--- START ---
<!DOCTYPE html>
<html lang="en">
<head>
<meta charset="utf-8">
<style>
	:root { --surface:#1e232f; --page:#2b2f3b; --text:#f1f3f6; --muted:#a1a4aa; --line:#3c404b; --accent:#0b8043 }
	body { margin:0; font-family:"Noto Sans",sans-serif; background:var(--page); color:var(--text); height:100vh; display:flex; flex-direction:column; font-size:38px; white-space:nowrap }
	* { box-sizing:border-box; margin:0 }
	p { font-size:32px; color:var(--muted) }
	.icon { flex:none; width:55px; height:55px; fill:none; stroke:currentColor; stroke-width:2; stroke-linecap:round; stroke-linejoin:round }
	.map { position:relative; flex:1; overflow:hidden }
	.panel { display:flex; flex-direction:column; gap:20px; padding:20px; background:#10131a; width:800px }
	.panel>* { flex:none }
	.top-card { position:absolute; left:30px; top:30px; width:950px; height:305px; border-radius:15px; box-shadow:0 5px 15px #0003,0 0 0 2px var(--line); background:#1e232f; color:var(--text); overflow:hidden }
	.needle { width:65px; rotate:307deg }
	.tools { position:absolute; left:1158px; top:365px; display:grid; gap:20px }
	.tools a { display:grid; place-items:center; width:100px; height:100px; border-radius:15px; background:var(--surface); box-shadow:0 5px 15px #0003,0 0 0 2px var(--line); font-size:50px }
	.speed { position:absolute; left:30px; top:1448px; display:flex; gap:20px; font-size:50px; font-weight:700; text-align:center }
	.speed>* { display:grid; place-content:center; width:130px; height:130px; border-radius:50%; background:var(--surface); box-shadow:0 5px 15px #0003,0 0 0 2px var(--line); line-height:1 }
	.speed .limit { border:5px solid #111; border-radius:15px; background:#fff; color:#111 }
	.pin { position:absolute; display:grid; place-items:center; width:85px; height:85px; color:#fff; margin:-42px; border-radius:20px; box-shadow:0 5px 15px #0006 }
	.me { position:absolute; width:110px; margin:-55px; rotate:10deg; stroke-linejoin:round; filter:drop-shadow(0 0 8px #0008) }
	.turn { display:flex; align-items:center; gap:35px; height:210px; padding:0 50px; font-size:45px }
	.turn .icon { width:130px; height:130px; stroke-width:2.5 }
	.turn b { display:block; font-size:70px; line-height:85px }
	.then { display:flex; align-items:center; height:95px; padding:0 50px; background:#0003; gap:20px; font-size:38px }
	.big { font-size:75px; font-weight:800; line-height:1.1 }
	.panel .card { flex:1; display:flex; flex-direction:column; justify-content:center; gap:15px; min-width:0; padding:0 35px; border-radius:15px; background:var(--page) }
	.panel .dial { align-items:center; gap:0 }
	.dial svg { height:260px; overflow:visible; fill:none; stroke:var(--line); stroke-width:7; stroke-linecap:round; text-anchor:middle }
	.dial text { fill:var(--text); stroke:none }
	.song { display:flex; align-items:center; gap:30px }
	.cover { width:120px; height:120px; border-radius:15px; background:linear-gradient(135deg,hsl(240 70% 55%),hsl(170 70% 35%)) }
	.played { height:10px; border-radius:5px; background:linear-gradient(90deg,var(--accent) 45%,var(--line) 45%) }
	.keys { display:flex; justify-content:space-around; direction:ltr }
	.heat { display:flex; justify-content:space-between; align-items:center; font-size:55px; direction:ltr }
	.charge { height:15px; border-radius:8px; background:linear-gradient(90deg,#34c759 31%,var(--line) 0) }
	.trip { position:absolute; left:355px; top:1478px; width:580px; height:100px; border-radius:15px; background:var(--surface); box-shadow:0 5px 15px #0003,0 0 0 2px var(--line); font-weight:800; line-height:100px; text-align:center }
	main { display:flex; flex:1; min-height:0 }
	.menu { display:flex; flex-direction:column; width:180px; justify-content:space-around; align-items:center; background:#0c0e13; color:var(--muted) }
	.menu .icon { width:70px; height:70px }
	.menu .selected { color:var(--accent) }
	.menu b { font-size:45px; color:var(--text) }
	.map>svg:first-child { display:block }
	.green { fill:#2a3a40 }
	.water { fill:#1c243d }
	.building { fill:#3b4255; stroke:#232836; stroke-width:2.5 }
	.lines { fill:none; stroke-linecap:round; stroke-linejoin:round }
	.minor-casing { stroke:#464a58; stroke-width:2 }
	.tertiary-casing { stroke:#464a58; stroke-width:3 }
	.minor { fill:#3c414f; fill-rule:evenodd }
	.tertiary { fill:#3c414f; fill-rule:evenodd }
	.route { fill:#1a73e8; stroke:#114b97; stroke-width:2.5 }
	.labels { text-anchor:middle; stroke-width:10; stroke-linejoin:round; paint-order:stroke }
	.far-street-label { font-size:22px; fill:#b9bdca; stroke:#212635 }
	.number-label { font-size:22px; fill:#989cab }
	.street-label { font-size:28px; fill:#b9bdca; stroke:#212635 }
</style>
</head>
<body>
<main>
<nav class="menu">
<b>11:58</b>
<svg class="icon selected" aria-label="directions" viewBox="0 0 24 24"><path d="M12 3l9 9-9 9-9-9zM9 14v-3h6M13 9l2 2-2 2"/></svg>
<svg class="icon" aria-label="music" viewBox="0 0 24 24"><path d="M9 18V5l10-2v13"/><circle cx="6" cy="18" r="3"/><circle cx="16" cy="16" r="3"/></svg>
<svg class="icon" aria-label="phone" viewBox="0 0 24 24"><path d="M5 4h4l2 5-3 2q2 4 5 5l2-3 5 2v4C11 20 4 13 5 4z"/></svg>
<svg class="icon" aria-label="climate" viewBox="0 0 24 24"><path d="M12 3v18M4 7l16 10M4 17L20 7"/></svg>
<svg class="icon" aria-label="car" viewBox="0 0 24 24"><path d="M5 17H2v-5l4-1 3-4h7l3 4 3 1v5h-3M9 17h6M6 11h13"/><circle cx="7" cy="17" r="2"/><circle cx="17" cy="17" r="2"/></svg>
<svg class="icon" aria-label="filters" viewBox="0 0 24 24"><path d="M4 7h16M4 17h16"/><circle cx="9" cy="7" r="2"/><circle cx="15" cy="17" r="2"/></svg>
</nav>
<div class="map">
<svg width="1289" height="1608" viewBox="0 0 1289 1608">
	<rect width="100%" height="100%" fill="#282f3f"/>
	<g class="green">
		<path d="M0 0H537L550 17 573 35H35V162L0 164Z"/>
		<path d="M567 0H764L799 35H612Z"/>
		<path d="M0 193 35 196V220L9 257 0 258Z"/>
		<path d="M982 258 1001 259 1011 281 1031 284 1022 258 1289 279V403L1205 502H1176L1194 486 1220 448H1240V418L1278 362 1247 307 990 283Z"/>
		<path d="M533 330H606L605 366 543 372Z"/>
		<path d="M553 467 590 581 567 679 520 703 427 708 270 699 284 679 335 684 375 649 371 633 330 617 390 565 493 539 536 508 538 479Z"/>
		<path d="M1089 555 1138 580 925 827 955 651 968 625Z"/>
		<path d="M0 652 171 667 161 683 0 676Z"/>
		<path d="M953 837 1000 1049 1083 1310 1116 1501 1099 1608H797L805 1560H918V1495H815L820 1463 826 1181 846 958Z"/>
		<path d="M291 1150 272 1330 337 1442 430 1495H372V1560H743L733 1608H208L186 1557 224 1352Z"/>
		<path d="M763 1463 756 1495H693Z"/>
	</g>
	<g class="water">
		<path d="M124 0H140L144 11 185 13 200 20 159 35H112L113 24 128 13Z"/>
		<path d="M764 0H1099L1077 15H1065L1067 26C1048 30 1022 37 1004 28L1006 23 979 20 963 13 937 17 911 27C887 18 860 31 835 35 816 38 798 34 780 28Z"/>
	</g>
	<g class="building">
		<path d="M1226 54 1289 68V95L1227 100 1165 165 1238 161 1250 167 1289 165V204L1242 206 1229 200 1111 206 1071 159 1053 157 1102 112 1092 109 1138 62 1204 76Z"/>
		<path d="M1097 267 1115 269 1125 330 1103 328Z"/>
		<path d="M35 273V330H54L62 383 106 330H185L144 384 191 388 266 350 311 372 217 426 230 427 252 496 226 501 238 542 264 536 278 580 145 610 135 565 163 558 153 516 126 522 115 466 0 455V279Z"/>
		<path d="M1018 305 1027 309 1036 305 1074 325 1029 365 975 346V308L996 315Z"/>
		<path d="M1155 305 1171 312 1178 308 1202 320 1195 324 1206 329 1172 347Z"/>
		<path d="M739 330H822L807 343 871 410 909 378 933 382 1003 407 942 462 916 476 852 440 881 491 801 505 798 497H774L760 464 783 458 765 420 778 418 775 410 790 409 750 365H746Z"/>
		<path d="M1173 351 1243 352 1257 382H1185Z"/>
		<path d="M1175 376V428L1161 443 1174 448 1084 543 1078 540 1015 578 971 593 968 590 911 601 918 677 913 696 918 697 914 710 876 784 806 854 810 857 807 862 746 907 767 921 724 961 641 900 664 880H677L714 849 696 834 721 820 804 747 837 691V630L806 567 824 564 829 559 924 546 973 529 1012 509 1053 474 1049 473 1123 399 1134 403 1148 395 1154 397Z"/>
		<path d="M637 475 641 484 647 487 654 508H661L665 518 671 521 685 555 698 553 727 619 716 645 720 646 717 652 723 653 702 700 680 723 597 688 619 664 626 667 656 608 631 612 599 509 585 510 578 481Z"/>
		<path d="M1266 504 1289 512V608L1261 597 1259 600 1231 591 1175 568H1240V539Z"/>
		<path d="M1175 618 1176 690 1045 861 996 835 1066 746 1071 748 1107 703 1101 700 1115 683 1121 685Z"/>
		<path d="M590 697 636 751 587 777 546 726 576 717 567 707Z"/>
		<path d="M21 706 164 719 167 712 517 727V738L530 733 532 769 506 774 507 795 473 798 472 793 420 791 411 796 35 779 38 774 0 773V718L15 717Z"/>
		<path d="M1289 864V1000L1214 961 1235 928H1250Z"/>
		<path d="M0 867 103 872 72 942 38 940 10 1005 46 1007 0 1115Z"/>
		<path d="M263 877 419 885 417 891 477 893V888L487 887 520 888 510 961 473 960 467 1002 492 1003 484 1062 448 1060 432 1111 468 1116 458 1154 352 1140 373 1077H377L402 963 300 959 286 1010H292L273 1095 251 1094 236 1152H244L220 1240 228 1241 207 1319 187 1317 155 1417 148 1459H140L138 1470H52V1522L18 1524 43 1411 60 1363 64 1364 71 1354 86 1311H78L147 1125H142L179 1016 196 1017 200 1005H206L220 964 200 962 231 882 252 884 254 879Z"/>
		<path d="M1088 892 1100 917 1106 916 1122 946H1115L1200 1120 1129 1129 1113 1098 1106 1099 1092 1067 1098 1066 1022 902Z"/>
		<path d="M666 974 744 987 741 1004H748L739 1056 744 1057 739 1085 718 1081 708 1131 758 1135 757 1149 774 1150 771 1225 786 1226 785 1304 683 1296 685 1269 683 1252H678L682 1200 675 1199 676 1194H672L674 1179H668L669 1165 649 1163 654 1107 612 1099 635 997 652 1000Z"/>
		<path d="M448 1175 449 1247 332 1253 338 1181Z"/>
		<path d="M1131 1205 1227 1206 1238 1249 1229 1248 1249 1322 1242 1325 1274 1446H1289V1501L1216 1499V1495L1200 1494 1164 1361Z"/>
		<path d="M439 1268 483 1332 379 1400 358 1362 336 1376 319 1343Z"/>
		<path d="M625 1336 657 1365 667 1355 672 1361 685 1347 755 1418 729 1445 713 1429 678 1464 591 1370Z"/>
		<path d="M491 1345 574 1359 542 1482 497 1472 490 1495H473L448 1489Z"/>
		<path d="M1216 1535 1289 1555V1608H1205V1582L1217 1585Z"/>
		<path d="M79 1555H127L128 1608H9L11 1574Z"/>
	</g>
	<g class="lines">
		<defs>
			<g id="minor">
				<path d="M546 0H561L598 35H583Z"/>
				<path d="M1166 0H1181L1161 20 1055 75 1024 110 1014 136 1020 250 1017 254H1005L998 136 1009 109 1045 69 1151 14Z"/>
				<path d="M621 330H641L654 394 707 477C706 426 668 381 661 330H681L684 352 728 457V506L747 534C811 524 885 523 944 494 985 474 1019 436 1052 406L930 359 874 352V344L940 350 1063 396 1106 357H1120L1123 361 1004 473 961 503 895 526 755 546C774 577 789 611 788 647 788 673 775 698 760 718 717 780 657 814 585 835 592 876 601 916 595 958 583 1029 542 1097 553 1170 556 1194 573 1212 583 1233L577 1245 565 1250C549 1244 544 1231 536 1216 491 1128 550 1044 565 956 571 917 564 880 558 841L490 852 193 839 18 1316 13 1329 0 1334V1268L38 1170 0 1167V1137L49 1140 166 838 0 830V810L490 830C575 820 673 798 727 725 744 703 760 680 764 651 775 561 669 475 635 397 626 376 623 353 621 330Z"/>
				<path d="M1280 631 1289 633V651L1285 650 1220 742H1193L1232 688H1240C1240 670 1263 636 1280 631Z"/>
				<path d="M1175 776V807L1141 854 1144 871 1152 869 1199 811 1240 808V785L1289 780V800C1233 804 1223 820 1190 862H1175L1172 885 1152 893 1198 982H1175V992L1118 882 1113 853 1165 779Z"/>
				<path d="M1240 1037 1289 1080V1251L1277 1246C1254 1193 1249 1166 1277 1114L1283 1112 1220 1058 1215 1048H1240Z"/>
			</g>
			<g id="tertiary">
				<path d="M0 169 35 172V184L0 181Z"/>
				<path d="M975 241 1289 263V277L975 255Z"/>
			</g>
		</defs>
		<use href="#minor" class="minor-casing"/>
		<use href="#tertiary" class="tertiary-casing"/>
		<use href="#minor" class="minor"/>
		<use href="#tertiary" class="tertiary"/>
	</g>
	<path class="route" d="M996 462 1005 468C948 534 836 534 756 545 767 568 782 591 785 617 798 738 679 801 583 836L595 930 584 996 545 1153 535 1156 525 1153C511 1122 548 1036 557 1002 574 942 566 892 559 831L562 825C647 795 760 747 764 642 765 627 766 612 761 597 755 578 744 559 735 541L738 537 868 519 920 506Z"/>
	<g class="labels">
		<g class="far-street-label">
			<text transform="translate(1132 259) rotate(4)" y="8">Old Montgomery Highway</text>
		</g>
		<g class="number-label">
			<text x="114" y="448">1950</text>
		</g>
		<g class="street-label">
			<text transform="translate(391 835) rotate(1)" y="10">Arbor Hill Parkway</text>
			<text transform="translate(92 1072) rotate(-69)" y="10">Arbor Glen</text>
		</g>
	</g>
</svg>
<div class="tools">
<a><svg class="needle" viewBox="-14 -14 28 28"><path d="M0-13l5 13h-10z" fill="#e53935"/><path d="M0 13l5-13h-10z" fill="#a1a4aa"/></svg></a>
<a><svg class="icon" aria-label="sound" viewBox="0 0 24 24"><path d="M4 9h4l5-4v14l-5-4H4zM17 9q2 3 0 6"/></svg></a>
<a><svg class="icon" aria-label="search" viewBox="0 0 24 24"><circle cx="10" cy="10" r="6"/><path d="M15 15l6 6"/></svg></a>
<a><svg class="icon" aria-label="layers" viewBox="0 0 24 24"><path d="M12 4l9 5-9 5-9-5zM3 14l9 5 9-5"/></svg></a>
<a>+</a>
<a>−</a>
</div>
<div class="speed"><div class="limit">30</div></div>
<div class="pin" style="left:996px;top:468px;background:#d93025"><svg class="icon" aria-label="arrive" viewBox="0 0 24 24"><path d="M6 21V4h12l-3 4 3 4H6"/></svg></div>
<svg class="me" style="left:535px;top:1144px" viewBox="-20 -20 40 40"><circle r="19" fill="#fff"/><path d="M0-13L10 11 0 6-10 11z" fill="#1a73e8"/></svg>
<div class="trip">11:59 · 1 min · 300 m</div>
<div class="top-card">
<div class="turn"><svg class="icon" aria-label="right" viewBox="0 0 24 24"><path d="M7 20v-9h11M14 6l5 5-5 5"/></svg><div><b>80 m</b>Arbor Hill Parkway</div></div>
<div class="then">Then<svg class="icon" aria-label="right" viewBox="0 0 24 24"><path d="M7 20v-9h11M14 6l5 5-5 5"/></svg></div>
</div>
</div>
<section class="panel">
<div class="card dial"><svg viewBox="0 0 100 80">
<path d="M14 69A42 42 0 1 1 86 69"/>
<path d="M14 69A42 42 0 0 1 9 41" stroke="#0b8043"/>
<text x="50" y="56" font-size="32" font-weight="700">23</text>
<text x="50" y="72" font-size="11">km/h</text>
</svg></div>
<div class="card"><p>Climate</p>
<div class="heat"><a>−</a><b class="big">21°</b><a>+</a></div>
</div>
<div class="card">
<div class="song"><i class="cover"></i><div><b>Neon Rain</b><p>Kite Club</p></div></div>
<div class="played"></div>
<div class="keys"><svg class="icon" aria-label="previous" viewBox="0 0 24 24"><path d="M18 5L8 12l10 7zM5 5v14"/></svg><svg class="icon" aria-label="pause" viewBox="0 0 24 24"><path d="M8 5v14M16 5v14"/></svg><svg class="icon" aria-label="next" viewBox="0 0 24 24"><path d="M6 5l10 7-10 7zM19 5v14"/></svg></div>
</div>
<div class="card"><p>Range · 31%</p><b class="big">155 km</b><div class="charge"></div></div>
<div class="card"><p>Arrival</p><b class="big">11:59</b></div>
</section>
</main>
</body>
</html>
--- END ---
--- START ---
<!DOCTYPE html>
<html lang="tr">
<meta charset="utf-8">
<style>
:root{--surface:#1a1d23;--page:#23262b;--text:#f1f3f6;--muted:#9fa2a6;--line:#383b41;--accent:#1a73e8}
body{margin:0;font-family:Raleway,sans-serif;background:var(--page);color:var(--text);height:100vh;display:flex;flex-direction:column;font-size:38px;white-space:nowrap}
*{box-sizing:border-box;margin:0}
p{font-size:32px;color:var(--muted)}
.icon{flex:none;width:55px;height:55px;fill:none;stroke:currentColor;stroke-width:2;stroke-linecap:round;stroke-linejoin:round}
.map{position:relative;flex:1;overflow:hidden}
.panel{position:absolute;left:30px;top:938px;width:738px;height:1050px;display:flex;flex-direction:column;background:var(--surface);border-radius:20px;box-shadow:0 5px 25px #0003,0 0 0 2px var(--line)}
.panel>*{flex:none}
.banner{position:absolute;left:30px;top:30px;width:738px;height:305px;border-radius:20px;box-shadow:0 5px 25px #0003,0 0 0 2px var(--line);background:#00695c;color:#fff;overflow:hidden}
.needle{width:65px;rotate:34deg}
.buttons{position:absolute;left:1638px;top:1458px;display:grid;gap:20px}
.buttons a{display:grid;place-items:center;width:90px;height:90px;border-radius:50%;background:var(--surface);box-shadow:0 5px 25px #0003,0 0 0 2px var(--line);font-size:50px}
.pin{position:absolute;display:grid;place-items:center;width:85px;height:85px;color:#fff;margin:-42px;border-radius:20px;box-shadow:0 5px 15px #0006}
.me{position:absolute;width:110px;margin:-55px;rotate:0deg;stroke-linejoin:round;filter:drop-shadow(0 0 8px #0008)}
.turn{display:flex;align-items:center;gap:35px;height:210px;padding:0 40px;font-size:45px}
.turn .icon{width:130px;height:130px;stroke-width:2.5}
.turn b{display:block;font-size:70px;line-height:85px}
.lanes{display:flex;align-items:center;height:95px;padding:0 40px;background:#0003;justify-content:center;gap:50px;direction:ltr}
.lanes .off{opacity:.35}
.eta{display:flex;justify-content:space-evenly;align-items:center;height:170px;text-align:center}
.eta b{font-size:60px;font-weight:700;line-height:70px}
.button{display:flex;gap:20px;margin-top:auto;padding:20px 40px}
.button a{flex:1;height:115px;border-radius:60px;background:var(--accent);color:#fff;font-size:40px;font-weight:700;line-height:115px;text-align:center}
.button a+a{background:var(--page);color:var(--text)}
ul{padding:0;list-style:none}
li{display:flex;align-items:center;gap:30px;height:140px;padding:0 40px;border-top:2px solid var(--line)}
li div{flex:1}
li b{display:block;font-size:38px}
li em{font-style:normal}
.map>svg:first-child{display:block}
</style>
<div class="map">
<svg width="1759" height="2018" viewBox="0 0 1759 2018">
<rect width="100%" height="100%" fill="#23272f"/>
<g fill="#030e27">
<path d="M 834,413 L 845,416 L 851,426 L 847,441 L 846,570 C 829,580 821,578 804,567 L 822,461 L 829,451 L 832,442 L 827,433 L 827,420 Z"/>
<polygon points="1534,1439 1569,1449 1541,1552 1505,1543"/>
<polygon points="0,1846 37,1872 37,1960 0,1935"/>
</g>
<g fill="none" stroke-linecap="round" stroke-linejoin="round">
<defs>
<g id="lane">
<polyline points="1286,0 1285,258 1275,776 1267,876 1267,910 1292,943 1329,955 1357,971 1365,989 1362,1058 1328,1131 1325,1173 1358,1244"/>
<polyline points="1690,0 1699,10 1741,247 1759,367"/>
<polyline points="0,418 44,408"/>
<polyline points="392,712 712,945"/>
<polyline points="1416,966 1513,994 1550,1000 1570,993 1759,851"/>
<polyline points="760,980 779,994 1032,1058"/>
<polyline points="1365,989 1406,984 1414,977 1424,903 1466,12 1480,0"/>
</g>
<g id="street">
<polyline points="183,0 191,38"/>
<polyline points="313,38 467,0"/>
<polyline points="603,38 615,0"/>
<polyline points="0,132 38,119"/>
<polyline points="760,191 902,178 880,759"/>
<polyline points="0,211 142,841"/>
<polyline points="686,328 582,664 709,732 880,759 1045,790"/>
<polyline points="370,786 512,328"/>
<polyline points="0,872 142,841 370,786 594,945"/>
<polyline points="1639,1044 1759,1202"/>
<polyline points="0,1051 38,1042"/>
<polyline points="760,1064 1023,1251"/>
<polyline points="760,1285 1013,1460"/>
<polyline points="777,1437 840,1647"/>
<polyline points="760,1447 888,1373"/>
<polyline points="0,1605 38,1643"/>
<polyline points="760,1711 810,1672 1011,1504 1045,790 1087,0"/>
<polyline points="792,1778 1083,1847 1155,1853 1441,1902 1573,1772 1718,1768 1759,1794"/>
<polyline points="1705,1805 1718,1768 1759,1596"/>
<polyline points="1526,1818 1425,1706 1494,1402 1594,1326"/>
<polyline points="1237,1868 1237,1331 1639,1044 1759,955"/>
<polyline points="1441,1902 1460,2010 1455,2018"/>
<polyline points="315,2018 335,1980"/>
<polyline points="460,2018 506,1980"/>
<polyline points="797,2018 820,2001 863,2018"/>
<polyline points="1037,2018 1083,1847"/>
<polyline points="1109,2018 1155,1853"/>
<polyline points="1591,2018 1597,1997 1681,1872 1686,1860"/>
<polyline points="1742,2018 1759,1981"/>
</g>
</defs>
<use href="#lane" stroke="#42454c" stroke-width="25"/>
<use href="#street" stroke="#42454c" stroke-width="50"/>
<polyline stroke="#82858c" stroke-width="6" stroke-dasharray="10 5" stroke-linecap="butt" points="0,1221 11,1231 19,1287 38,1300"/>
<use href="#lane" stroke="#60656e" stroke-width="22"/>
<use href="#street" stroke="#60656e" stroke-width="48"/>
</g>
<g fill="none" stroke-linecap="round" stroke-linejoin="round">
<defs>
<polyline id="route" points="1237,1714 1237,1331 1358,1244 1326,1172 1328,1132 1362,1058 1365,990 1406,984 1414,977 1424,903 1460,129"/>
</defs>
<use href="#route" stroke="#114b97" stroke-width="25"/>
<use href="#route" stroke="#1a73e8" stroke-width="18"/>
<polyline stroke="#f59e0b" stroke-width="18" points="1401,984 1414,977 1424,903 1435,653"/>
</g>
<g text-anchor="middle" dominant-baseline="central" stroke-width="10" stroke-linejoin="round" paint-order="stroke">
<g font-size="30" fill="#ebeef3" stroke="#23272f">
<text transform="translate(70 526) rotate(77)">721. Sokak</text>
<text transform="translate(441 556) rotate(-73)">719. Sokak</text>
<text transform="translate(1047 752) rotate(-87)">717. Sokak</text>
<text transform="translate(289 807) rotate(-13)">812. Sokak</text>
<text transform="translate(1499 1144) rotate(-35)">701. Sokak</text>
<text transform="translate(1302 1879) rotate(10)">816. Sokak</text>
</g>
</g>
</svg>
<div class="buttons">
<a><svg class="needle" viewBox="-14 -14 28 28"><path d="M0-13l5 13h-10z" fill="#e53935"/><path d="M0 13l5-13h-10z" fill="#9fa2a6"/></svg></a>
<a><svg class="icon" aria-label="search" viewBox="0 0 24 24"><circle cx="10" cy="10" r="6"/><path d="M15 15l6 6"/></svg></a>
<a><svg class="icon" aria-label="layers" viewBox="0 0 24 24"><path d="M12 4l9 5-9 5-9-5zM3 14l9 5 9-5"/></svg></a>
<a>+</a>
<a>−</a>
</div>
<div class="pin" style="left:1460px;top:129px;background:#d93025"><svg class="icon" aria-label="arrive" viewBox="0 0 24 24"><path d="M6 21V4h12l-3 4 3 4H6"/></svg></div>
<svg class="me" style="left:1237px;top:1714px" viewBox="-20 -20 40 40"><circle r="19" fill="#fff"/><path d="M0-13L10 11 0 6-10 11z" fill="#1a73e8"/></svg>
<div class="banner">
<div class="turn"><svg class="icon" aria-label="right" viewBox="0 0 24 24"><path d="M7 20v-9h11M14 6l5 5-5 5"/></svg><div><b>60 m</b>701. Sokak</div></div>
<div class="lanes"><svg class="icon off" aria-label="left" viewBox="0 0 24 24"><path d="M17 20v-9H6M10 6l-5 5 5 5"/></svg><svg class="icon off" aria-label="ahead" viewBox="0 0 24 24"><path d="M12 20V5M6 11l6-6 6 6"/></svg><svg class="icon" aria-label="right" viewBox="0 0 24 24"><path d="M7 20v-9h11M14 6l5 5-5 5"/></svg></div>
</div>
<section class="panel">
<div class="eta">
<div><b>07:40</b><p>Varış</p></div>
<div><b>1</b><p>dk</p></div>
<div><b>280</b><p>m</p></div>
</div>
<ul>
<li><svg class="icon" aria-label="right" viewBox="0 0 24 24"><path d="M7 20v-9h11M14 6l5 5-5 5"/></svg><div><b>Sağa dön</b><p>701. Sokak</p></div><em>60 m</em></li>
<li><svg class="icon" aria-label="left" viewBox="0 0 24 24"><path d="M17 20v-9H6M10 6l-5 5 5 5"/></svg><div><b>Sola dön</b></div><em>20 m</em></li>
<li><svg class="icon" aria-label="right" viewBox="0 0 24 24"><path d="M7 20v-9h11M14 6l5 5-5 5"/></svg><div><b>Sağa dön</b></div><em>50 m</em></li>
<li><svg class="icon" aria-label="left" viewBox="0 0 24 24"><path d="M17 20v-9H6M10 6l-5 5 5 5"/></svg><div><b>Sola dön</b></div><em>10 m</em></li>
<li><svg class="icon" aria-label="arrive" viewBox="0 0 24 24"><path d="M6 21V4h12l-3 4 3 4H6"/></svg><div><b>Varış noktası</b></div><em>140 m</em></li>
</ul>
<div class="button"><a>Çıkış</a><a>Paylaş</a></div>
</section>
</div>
--- END ---
ACTIVITY:
Find the string "family" in the entries above and return each line that holds it.

RESPONSE FOR THIS EXERCISE:
	body { margin:0; font-family:"Noto Sans",sans-serif; background:var(--page); color:var(--text); height:100vh; display:flex; flex-direction:column; font-size:38px; white-space:nowrap }
body{margin:0;font-family:Raleway,sans-serif;background:var(--page);color:var(--text);height:100vh;display:flex;flex-direction:column;font-size:38px;white-space:nowrap}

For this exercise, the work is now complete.